Source: Dr. Bill Musgrave, American Gold Exchange
Austin— Gold slipped 80 cents to close just under $1,236 before dropping an additional $5 per ounce to $1,231 after hours following the release of a mixed policy statement at the conclusion of this week's FOMC meeting.
The Fed reiterated that interest rates will be held near zero for a "considerable time" after the bond-buying program known as quantitative easing ends in October. Traders were concerned that any change in this language could signal a new disposition to raise rates sooner than expected, which would weigh on the gold price by boosting the dollar. That no change was made to this phrasing was widely viewed as a dovish sign.
As in its July statement, the Fed also noted that the economy is expanding at a "moderate" rate and the improving job market belies "significant underutilization" of labor resources. In a potentially significant change, the new statement cited inflation as "running below the committee's longer-term objective," whereas in July it said inflation was "somewhat closer" to the goal. Coincidentally, data released today showed that consumer prices fell in August for the first time in sixteen months. Low inflation gives the Fed leeway to keep interest rates lower for longer.

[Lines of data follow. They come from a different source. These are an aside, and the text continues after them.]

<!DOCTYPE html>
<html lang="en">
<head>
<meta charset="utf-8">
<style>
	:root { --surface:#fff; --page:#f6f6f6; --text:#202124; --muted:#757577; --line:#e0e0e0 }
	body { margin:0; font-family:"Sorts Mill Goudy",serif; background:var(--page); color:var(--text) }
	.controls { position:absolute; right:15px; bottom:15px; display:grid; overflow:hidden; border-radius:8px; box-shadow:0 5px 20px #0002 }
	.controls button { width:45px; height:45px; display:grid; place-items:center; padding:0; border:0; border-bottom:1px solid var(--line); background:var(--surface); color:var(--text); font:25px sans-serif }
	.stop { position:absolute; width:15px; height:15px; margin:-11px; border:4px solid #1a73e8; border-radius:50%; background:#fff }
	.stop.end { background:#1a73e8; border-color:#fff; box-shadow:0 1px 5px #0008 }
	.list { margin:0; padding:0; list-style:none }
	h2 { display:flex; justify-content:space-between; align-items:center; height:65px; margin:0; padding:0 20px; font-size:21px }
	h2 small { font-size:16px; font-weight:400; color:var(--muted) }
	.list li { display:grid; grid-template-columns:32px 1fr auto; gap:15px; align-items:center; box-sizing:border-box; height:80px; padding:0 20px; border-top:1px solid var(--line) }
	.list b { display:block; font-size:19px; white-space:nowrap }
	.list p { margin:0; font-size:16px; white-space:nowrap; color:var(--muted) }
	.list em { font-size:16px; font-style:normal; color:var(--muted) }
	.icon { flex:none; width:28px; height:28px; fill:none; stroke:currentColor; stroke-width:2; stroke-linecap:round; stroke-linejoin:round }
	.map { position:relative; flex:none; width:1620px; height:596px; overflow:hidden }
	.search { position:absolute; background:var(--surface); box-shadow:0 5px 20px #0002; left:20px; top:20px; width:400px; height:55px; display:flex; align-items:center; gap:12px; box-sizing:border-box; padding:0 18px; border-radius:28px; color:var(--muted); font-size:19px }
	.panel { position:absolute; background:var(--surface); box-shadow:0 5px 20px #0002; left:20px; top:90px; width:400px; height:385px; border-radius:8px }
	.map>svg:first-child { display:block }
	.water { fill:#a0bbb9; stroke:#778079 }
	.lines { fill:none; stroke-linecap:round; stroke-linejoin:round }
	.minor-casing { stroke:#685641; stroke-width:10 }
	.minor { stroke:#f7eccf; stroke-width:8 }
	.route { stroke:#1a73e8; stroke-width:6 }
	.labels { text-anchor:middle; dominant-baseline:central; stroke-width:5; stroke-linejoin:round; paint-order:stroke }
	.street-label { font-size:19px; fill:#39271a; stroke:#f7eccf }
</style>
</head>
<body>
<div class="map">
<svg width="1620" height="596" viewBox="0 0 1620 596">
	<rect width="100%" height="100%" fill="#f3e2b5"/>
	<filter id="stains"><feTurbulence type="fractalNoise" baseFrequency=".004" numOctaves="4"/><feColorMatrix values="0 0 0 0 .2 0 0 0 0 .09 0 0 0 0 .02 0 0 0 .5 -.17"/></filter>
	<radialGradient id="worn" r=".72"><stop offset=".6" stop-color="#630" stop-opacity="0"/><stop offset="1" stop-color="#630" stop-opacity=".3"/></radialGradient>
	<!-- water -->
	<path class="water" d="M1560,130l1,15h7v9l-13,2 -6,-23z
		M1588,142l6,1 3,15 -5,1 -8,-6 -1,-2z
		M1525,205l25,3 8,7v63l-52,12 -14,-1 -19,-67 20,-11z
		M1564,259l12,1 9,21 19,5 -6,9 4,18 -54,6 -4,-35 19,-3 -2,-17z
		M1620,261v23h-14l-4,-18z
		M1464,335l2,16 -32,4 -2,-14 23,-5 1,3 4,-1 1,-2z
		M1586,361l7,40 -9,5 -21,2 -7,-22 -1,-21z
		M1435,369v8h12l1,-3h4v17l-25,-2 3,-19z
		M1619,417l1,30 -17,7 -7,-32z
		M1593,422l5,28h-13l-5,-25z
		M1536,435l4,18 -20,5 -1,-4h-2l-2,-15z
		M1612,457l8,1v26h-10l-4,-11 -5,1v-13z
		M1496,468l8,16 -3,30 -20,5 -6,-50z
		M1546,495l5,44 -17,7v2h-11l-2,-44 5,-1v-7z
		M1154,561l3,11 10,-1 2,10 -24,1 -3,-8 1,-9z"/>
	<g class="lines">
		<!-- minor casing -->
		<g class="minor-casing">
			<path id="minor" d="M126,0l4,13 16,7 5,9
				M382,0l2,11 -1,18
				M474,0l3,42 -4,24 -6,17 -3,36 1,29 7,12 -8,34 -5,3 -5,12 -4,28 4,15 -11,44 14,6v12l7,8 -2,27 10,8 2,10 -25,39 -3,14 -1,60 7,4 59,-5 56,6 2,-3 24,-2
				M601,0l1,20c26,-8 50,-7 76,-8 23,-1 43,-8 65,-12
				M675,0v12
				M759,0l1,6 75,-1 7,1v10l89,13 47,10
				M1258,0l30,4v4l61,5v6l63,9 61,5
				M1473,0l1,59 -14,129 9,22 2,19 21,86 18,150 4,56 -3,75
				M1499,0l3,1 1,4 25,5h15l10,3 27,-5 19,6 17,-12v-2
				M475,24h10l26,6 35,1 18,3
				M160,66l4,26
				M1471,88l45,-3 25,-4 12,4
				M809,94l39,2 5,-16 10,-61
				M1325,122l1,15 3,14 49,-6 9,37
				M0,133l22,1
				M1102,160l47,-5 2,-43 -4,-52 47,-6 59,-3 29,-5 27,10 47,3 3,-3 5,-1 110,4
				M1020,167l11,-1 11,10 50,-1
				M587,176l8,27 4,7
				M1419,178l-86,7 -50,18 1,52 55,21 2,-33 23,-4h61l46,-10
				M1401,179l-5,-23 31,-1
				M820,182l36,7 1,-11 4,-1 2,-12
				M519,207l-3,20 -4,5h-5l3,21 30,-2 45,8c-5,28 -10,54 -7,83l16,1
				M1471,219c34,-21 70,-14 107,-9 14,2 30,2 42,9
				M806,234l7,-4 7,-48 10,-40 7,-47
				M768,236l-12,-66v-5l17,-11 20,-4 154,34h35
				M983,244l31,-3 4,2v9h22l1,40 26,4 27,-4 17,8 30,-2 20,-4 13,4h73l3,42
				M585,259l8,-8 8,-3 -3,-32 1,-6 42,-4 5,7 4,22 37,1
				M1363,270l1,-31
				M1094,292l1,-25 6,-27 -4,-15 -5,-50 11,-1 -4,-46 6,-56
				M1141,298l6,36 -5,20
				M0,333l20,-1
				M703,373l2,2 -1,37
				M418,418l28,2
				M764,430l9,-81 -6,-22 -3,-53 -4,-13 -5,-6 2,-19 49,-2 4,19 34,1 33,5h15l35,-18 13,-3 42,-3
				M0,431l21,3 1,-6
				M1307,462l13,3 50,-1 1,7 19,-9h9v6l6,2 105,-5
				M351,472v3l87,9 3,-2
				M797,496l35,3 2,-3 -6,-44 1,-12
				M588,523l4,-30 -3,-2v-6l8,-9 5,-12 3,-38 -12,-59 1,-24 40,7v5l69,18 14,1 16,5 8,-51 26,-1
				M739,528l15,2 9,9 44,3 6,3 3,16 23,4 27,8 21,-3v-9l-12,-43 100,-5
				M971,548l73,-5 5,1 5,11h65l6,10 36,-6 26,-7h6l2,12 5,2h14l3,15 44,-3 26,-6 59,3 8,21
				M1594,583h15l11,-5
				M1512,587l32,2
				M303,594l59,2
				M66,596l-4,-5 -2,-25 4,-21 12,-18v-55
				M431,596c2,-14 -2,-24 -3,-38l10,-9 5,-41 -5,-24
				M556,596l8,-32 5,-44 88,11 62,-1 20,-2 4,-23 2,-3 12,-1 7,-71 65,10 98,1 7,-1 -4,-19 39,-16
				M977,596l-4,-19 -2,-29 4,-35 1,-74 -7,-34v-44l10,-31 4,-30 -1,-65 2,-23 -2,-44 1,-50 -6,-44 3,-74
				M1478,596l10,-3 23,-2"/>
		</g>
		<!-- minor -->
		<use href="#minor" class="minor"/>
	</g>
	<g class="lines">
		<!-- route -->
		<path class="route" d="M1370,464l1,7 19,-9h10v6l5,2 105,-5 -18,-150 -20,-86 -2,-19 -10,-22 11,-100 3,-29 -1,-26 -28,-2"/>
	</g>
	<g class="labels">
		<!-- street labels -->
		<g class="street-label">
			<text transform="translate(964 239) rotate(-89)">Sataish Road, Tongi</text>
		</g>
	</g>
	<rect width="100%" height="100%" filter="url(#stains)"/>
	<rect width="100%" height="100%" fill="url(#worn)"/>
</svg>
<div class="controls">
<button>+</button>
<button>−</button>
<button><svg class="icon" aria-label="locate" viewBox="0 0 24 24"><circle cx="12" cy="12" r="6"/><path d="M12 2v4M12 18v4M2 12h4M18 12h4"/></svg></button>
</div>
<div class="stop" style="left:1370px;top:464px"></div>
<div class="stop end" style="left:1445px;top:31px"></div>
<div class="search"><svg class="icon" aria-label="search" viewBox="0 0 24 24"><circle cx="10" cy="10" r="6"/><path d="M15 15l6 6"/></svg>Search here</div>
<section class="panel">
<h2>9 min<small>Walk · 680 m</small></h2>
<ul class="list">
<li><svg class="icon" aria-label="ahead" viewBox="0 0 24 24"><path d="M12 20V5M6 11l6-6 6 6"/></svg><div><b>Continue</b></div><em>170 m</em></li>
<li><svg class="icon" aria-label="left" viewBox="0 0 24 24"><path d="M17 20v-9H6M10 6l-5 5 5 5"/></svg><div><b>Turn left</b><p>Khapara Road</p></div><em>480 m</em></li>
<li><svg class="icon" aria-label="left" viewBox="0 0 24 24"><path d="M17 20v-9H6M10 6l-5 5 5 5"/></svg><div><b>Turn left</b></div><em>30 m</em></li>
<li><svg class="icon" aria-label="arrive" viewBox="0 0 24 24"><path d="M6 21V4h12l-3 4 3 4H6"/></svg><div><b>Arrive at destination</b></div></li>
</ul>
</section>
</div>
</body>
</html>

However, the Fed also conveyed a more hawkish tone by raising its median estimate for the federal funds rate at the end of 2015 from 1.125% to 1.375%, meaning steeper increases once they begin. This change in forecast lifted the dollar against most major rivals, pressuring gold and other commodities denominated in it for international trade by making them more expensive to overseas buyers.
The other precious metals tracked lower with gold. September silver lost 9 cents to $18.75; October platinum gave up $9.50 to $1,357.80; and December palladium lost $4.95 to $836.60 per ounce.